学术文献库

Studies of disordered heterogeneous media and galaxy cosmology share a common goal: analyzing the distribution of particles at `microscales' to predict physical properties at `macroscales', whether for a liquid, composite material, or entire Universe. The former theory provides an array of techniques to characterize a wide class of microstructures; in this work, we apply them to the distributions of galaxies. We focus on the lower-order correlation functions, `void' and `particle' nearest-neighbor functions, pair-connectedness functions, percolation properties, and a scalar order metric. Compared to homogeneous Poisson and typical disordered systems, the cosmological simulations exhibit enhanced large-scale clustering and longer tails in the nearest-neighbor functions, due to the presence of quasi-long-range correlations. On large scales, the system appears `hyperuniform', due to primordial density fluctuations, whilst on the smallest scales, the system becomes almost `antihyperuniform', and, via the order metric, is shown to be a highly correlated disordered system.
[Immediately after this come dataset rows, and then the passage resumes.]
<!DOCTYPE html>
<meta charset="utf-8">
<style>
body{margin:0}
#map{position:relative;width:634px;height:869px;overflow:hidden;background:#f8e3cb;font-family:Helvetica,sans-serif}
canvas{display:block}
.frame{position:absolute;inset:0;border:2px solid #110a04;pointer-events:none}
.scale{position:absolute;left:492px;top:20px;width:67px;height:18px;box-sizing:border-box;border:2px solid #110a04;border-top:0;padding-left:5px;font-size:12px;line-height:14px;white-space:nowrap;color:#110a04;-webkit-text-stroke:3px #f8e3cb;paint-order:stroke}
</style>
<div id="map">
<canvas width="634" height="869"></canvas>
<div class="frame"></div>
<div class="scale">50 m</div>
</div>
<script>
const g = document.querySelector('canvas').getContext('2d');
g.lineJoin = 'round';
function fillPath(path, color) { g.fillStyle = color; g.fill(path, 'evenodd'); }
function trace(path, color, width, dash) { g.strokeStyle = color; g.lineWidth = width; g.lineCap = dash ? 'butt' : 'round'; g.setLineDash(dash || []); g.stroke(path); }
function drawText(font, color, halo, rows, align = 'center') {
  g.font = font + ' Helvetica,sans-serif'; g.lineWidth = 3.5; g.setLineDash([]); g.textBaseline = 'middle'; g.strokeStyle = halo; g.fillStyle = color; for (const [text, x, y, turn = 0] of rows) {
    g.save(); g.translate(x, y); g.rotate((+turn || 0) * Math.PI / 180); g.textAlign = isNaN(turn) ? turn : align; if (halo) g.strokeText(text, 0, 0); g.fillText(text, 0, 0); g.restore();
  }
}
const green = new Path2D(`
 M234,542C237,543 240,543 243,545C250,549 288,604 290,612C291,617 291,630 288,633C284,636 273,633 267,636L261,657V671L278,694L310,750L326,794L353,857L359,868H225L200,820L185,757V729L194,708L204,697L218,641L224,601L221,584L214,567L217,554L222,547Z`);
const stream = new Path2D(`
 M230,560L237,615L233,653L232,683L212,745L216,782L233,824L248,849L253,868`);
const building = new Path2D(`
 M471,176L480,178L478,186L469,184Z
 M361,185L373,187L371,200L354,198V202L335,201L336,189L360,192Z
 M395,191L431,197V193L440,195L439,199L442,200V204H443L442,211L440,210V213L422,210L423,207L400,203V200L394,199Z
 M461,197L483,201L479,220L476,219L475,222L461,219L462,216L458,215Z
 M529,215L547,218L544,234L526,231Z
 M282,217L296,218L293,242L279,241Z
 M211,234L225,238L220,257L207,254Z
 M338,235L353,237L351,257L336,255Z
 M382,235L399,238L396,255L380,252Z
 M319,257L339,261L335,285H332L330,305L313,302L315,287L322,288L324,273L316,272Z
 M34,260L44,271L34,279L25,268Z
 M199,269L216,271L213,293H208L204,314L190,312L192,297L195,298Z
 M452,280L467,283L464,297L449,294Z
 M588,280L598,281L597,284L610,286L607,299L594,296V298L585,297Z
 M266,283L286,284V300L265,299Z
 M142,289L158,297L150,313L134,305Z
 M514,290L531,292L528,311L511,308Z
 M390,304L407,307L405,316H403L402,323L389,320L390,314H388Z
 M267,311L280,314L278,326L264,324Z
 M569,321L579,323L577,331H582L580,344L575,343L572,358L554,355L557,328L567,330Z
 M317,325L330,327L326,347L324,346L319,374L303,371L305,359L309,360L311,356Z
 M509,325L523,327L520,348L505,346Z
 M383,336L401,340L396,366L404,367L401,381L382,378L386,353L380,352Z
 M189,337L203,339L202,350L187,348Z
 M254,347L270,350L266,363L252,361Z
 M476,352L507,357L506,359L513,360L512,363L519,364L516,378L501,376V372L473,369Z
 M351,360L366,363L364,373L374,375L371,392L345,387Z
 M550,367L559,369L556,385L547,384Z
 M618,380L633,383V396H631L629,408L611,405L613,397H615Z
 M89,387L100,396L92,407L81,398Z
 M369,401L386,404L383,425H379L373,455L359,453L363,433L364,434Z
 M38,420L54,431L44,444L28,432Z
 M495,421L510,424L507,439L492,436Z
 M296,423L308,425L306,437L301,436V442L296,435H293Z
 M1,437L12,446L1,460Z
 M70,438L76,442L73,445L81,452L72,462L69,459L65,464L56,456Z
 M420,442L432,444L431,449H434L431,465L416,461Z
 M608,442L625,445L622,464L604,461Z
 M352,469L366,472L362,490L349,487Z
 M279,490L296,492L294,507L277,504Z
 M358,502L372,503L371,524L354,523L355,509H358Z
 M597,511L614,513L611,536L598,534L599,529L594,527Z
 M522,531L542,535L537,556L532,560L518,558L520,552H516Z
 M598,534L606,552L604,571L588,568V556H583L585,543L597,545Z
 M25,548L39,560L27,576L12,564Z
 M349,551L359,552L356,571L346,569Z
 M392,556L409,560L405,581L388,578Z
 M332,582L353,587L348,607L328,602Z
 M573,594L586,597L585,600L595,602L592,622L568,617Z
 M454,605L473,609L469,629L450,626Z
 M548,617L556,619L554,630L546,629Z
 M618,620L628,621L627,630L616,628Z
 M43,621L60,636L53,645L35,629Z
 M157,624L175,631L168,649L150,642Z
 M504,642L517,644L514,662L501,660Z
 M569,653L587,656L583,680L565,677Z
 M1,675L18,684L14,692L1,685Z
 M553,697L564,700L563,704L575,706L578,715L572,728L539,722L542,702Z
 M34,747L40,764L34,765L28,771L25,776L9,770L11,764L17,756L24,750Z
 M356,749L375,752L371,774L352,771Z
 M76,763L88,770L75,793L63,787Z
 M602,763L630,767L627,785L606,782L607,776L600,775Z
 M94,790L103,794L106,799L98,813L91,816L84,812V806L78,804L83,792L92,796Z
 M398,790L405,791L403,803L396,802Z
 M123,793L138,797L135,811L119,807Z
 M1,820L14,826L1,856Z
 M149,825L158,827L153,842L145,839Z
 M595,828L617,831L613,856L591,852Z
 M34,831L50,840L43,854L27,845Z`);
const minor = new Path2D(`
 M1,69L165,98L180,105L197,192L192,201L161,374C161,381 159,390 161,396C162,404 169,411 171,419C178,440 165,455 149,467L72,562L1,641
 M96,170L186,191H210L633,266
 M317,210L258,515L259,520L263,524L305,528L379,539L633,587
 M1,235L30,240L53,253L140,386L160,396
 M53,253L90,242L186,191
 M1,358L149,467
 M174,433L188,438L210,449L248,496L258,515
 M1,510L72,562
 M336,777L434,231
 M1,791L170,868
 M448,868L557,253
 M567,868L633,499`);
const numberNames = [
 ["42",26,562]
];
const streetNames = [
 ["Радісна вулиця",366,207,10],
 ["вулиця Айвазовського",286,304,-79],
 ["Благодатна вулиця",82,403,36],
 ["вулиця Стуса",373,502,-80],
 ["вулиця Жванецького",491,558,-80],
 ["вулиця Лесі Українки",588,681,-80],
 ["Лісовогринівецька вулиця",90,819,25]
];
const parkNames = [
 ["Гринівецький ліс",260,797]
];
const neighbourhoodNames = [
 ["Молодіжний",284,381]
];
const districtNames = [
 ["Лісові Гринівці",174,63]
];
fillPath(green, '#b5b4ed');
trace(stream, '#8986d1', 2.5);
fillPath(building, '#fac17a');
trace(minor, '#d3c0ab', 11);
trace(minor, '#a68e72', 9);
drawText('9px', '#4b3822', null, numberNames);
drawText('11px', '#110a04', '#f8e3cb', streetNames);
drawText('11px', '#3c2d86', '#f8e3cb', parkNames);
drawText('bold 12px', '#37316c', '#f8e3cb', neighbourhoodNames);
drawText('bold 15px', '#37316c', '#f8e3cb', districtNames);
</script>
Via a finite scaling analysis, we show that the percolation threshold of the galaxy catalogs is significantly lower than for Poisson realizations; this is consistent with the observation that the galaxy distribution contains larger voids. However, the two sets of simulations share a fractal dimension, implying that they lie in the same universality class. Finally, we consider the ability of large-scale clustering statistics to constrain cosmological parameters using simulation-based inference. Both the nearest-neighbor distribution and pair-connectedness function considerably tighten bounds on the amplitude of cosmological fluctuations at a level equivalent to observing twenty-five times more galaxies. These are a useful alternative to the three-particle correlation, and are computable in much reduced time. (Abridged)